Link didn't work for me though I'm sorry to hear this.


----------



## kim guidry (Jan 11, 2008)

ok, i'll try another link

www.katc.com


This is the local news station. I'm very disappointed in the local newspaper. They put a small write up on the accident on the 2nd page of the paper! They chose to give publicity to a father and son who's trial started Monday for dog fighting in 2005 and rising transit cost.


----------



## David Frost (Mar 29, 2006)

It's tragic to lose a good working dog under any circumstances. We've had two injured under the same circumstances. One, while recovering physically, would never work near a road again. At least the handler is recovering. Hope they catch the moron that did it.

DFrost


----------



## Howard Gaines III (Dec 26, 2007)

It is bad when a dog will die from an accident or work related issue.
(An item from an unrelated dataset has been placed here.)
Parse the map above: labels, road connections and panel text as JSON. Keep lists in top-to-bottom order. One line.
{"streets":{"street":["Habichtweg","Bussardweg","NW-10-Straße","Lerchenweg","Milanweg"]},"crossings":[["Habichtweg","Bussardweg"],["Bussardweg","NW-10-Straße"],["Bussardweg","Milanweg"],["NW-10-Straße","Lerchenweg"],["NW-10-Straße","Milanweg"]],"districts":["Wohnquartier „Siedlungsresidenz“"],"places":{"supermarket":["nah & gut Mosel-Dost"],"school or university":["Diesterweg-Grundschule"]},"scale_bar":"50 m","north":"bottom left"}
Was it a DUI?


----------



## ann schnerre (Aug 24, 2006)

Howard Gaines III said:


> Was it a DUI?


my guess is no one'll ever know due to the fact that LE hasn't found the driver yet.

it really is too bad when a good dog is killed like this...


----------



## kim guidry (Jan 11, 2008)

A person was arrested, he is a Lt. in the National Guard:sad:


----------



## Alyssa Myracle (Aug 4, 2008)

If he's convicted, that will read "He *was* a LT in the National Guard.

Strangly, no one ever says, "yeah, they caught the guy. Turns out he was a baggage clerk at Albertsons."

Sad story all around. What an awful way to lose your partner.


----------



## Mo Earle (Mar 1, 2008)

question about the charges- for you LEO's- if this clown is charged with the accident-will this be looked at differently- than the everyday say" pet dog" that was hit. Will the judge take into to account -this is a working K9 officer- all the training and expense that the city spends on a dog- I can only hope so...
what a sad story-


----------



## Alyssa Myracle (Aug 4, 2008)

It would depend on the jurisdiction.
My LE experience is strictly military, but whether or not the individual *knew* the dog and handler to be LE or not, would also be a factor. Intent is usually a major player with most charges.


----------



## David Frost (Mar 29, 2006)

Our state law says a dog is property. Property has a value, that value can be assessed to the guilty party. If the subject was DUI, which I don't know, there would be additional criminal charges. 

DFrost


----------